+++ Supplied material +++

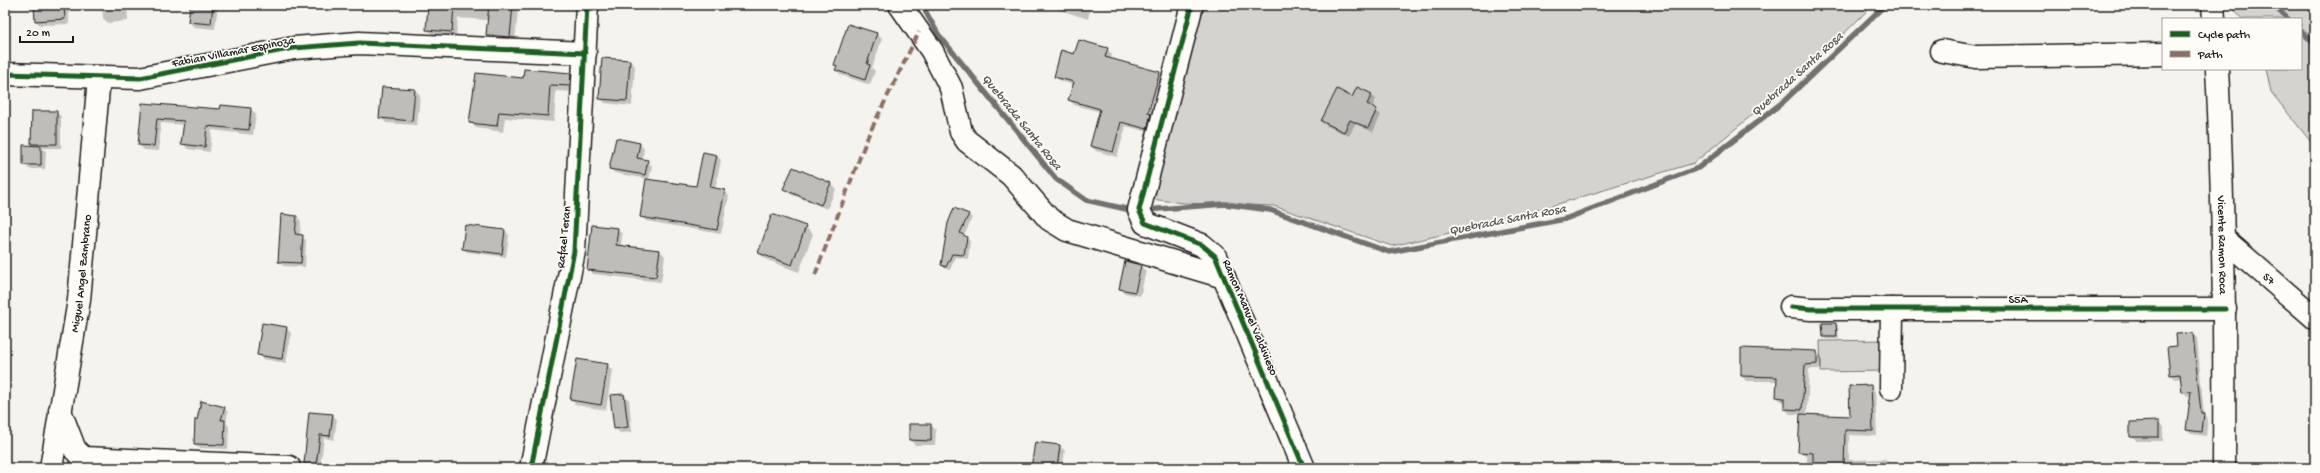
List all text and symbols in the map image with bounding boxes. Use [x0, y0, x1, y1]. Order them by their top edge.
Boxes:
scale bar [20, 18, 73, 44]
legend [2162, 18, 2302, 70]
text: 20 m [26, 27, 51, 41]
water label: Quebrada Santa Rosa [1749, 29, 1847, 120]
text: Cycle path [2198, 29, 2251, 43]
street label: Fabian Villamar Espinoza [170, 34, 296, 72]
text: Path [2197, 49, 2223, 63]
water label: Quebrada Santa Rosa [978, 72, 1065, 174]
street label: Vicente Ramon Roca [2213, 194, 2229, 295]
water label: Quebrada Santa Rosa [1448, 202, 1568, 239]
street label: Rafael Teran [555, 205, 575, 269]
street label: Miguel Angel Zambrano [69, 214, 96, 334]
street label: Ramon Manuel Valdivieso [1218, 258, 1280, 378]
street label: S7 [2259, 271, 2278, 289]
street label: S5A [2009, 294, 2028, 308]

+++

• **Task to carry out**
Every line of the records must come back unchanged, except that pictures are dropped.

• **Output of the exercise**
List all text and symbols in the map image with bounding boxes. Use [x0, y0, x1, y1]. Order them by their top edge.
Boxes:
scale bar [20, 18, 73, 44]
legend [2162, 18, 2302, 70]
text: 20 m [26, 27, 51, 41]
water label: Quebrada Santa Rosa [1749, 29, 1847, 120]
text: Cycle path [2198, 29, 2251, 43]
street label: Fabian Villamar Espinoza [170, 34, 296, 72]
text: Path [2197, 49, 2223, 63]
water label: Quebrada Santa Rosa [978, 72, 1065, 174]
street label: Vicente Ramon Roca [2213, 194, 2229, 295]
water label: Quebrada Santa Rosa [1448, 202, 1568, 239]
street label: Rafael Teran [555, 205, 575, 269]
street label: Miguel Angel Zambrano [69, 214, 96, 334]
street label: Ramon Manuel Valdivieso [1218, 258, 1280, 378]
street label: S7 [2259, 271, 2278, 289]
street label: S5A [2009, 294, 2028, 308]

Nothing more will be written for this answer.